Graphite at a Glance
How Graphite brings accounting, finance, tax, payroll, and HR into one connected model for growing companies.
What is Graphite?
Graphite is a finance and back office partner built for growing companies that need more structure, stronger execution, and better visibility as the business becomes more complex.
We support the core functions that shape how a company operates financially: accounting, finance, tax, payroll, and HR. Businesses often handle these functions through a mix of internal hires, outside firms, point solutions, and disconnected workflows. Over time, that structure creates friction. Information gets scattered. Ownership gets blurred. Reporting becomes harder to trust. Planning gets harder to maintain. Leaders end up spending too much time chasing clarity across work that should already be connected.
Graphite is built to bring those functions into closer alignment.
Our role is to help companies run the financial and operational side of the business with more consistency, more coordination, and a clearer view of what is happening across the whole picture. That includes the underlying work required to keep the business running, the reporting required to understand performance, and the financial support needed to make better decisions as the company grows.
For clients, Graphite serves as an embedded partner across the parts of the business that carry the most operational and financial weight. We help create a stronger foundation under the day-to-day work while giving leadership a clearer line of sight into the numbers, the moving parts behind them, and what needs attention next.
Graphite exists to help growing companies run finance with more discipline, more continuity, and more confidence as the stakes get higher.
Why Graphite Needed to Exist
The traditional finance model stopped keeping pace with how modern companies actually grow.
As businesses scaled, the finance function became more complex, more connected, and more consequential. Close cycles carried more pressure. Reporting had higher stakes. Payroll, tax, headcount, forecasting, and operational decision-making all started affecting each other more directly. Leadership needed faster answers, cleaner numbers, and a stronger grip on what was happening across the business.
The market kept serving that need in fragments.
Companies were expected to piece together bookkeepers, controllers, tax firms, payroll providers, fractional resources, internal hires, and a growing stack of tools. Each provider owned a piece of the work. Very few owned the full picture. The burden of holding it together stayed with the company.
That created real strain. Financial information lived in too many places. Ownership blurred across functions. Handoffs introduced delays, rework, and inconsistency. Actuals, reporting, and planning drifted apart. Founders and operators got pulled into work they should never have had to mediate simply because no one was truly running finance as a connected system.
That gap is why Graphite exists.
Graphite was built around a simple belief: growing companies need more than isolated support across separate lanes. They need a finance partner capable of bringing structure, continuity, and accountability across the functions that shape the financial health of the business. They need a model built for the reality of growth, where complexity compounds quickly and the cost of fragmentation gets higher over time.
Why Solutions in the Space Weren’t Working
What companies had was support in pieces. What they needed was a system.
Finance was being split across too many separate owners, each responsible for one part of the work and rarely accountable for how it all held together.

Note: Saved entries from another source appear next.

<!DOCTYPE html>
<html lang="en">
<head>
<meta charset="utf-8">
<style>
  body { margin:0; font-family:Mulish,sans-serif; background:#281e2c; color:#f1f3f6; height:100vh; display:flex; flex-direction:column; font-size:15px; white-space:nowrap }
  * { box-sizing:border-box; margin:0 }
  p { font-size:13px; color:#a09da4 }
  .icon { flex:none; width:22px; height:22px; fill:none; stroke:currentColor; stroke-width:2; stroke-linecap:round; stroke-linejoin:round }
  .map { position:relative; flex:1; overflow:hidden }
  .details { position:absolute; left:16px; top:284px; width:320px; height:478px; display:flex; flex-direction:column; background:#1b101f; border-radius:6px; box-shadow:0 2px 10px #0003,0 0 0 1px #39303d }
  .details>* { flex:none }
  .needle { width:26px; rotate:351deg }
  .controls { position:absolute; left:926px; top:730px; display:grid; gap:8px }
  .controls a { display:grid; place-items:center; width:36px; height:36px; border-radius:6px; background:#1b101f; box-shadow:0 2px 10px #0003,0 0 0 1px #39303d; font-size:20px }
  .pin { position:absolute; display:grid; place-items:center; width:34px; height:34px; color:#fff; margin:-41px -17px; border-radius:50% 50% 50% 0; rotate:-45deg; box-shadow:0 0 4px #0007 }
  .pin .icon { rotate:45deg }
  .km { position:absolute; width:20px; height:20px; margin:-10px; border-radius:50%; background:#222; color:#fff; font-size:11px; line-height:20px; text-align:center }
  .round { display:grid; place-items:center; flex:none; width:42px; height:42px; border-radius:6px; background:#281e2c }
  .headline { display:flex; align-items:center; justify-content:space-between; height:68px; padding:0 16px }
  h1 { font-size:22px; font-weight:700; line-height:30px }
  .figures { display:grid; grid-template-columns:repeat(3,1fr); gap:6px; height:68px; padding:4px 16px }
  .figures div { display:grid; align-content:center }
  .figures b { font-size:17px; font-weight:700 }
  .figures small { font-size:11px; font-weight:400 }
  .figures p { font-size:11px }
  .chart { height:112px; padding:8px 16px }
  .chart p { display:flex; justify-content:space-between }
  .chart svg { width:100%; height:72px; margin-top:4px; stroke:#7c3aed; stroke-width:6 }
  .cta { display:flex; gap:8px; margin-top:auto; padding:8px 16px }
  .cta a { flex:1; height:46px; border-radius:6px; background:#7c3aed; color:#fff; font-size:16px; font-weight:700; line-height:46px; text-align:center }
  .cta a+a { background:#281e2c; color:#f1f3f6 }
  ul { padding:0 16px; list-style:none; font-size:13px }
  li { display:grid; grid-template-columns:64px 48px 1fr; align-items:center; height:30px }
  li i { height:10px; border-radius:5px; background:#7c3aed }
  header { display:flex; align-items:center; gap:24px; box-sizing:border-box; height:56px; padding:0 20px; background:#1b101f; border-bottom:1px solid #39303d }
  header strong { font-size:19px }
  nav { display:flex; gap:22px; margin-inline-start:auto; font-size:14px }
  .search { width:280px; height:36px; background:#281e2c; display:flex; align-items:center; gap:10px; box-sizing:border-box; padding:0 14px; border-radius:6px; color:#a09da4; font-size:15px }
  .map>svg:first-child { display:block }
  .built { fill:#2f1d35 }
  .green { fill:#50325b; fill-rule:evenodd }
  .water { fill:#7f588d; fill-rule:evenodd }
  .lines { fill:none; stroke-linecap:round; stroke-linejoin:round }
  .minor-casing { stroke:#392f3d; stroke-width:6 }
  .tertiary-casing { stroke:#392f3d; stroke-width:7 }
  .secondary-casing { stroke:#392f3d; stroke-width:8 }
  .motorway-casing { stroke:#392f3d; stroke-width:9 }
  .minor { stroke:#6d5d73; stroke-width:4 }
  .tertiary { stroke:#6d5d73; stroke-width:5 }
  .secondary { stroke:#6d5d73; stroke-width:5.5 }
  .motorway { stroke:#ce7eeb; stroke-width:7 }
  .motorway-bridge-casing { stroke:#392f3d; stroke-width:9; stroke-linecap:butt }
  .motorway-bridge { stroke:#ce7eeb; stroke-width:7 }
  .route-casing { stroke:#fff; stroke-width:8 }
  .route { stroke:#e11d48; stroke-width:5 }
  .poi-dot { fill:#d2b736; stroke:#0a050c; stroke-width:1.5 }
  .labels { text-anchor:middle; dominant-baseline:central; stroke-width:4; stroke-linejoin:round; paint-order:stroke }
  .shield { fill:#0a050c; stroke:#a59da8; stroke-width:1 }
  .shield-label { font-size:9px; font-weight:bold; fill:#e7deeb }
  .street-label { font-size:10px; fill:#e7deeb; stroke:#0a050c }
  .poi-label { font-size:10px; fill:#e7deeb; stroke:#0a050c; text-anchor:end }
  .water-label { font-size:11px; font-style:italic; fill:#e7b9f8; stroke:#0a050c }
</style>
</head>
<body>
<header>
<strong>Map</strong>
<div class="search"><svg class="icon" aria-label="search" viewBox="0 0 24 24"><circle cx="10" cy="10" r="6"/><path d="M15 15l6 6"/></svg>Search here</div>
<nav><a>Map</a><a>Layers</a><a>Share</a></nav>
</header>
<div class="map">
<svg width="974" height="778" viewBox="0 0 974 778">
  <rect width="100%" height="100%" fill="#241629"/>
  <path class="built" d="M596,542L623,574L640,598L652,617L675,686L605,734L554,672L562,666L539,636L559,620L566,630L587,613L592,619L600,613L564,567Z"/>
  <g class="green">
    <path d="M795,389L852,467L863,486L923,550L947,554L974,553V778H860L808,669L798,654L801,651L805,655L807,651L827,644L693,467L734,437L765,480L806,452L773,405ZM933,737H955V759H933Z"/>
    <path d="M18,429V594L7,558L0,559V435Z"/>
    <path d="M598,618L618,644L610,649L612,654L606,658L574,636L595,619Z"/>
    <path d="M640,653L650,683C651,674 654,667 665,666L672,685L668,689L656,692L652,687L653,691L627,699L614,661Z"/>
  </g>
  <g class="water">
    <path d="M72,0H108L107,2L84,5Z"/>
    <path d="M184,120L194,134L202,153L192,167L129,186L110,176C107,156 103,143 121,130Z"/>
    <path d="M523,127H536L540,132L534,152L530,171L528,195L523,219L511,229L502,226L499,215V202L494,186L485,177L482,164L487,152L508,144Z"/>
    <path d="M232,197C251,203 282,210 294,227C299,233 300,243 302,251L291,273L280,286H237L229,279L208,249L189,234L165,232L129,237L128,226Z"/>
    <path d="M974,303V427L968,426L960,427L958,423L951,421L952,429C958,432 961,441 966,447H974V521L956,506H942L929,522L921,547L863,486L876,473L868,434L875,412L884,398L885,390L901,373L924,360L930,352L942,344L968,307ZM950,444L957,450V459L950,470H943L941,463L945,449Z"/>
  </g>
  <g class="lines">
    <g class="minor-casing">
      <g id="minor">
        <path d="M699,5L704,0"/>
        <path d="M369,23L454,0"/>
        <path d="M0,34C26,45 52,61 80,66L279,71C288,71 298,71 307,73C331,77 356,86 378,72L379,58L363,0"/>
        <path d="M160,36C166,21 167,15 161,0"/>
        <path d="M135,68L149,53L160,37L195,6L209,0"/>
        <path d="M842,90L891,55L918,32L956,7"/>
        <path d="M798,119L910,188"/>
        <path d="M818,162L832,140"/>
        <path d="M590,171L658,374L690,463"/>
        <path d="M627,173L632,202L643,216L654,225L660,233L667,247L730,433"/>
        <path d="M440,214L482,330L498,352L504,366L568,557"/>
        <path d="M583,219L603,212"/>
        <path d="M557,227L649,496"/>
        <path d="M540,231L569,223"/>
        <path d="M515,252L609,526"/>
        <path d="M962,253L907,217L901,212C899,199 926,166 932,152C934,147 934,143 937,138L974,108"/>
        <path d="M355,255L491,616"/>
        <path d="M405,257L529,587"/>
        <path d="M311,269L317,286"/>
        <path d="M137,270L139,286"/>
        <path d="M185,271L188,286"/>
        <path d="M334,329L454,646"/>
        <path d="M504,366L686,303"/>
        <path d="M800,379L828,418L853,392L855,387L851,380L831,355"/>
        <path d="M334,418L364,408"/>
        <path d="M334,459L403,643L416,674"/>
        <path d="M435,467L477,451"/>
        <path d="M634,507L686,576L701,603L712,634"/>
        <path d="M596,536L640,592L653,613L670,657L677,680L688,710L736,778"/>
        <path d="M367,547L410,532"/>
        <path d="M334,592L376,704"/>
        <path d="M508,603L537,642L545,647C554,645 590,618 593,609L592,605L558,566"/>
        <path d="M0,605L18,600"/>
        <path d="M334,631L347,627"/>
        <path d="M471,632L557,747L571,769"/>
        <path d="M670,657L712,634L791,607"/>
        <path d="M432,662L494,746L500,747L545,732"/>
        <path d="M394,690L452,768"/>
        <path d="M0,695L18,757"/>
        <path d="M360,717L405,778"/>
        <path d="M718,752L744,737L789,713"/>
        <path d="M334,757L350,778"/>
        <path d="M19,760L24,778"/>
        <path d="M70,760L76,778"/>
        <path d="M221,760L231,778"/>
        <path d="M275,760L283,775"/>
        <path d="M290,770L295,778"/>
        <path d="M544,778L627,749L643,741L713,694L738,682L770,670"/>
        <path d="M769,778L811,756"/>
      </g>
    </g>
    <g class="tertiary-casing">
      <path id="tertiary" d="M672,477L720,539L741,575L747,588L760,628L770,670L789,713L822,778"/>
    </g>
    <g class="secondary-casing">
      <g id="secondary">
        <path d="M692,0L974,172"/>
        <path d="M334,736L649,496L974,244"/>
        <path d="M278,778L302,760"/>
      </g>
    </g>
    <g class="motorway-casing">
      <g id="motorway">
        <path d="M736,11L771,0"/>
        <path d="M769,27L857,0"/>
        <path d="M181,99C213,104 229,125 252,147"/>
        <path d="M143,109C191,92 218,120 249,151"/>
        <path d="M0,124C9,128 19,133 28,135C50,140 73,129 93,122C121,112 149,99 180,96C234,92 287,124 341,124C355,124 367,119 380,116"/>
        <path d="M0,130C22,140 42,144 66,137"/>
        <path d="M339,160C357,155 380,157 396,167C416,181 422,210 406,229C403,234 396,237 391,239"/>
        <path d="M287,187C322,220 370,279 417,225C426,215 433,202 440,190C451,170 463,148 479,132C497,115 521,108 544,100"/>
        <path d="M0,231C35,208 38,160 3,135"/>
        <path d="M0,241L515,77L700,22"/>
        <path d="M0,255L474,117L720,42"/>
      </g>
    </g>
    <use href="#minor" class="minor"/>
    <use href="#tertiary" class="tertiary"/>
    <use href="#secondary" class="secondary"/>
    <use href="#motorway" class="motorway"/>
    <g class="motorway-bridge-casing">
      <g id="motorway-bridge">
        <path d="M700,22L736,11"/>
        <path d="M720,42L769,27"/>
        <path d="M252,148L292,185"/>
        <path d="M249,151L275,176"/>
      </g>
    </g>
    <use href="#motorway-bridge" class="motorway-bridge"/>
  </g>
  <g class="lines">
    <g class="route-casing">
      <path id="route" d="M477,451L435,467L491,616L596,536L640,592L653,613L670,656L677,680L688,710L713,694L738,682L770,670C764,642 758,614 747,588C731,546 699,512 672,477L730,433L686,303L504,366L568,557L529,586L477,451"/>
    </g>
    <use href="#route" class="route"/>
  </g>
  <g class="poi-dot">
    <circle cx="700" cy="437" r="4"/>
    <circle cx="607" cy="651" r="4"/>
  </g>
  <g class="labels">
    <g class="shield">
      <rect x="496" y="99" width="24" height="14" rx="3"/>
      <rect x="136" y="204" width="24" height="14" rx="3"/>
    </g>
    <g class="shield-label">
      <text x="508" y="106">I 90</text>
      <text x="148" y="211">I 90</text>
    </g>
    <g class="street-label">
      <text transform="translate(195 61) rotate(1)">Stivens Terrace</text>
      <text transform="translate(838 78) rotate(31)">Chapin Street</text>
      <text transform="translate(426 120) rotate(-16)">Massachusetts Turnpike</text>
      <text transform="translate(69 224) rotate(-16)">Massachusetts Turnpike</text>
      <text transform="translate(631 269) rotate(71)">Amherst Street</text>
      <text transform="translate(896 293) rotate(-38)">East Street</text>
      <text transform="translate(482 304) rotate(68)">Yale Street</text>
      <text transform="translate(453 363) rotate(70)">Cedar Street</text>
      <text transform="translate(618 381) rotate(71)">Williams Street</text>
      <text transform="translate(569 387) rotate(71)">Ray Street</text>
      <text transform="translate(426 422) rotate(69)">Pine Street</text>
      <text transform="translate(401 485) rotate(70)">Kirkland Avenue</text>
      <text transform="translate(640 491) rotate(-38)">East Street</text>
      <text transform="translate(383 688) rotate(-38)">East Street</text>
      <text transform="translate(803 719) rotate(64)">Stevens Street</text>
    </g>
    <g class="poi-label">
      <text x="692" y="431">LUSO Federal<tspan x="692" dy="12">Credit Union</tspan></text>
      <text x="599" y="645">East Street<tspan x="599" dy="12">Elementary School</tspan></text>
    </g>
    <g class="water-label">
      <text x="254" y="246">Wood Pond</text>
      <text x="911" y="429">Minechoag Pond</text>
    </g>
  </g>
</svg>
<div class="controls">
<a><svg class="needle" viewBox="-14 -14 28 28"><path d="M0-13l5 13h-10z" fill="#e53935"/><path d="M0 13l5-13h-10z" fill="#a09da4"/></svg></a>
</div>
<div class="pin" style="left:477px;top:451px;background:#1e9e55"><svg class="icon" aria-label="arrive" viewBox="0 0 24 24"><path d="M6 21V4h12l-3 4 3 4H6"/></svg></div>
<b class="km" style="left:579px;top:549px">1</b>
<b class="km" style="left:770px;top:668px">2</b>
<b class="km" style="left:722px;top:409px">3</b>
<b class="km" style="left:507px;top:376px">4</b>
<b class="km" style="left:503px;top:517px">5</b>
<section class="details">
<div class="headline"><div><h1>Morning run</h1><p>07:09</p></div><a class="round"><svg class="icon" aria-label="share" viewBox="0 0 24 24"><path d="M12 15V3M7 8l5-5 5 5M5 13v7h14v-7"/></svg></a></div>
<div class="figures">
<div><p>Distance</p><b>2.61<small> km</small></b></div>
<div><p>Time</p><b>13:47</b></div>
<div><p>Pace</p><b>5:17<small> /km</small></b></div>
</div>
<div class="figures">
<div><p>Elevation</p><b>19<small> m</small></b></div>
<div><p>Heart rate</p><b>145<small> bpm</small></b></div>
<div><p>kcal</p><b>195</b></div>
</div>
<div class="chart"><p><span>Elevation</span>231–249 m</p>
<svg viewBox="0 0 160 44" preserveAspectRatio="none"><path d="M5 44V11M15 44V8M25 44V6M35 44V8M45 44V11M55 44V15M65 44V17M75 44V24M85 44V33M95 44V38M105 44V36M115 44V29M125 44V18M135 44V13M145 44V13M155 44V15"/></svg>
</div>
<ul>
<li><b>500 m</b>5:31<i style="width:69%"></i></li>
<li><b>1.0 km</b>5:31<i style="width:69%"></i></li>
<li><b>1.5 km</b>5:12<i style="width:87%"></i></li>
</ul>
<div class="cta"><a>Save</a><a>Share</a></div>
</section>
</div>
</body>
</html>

Bookkeeping lived in one place. Reporting lived somewhere else. Tax had its own timeline. Payroll ran on a separate track. Planning depended on numbers that were often delayed, incomplete, or already out of date by the time leadership needed them.
That model created friction everywhere.
The work became harder to manage cleanly. Information got scattered across providers, tools, spreadsheets, inboxes, and individual people. Handoffs introduced lag. Context got lost. Different teams worked from different assumptions. Leaders asked straightforward questions and had to chase answers across multiple sources just to get a clear picture of what was going on.
Over time, the breakdown became operational.
Close cycles slowed down. Reporting became less dependable. Forecasts started drifting from reality. Teams spent too much time reconciling mismatched information and not enough time using it. Important work still got done, though often with more effort, more back-and-forth, and more risk than it should have taken.
The burden landed on the client.
When no one owns the full finance picture, the company ends up becoming the point of integration. Leadership gets pulled into alignment work, clarification work, cleanup work, and decision-making that should have been supported by a stronger underlying system. The business keeps moving, though the finance function starts absorbing more pressure than the structure behind it can carry well.
That was the gap in the market: plenty of specialists, plenty of tools, and very little true cohesion.
Where Graphite fits
Companies turn to Graphite when finance has become too important to keep running in fragments.
At a certain stage, the issue is no longer whether the work is getting done. The issue is whether the business can rely on how that work is being carried across accounting, reporting, planning, payroll, tax, and the decisions tied to all of it. Graphite brings those functions into a more connected model, giving companies stronger coordination, clearer visibility, and a finance foundation better suited to the pace and complexity of growth.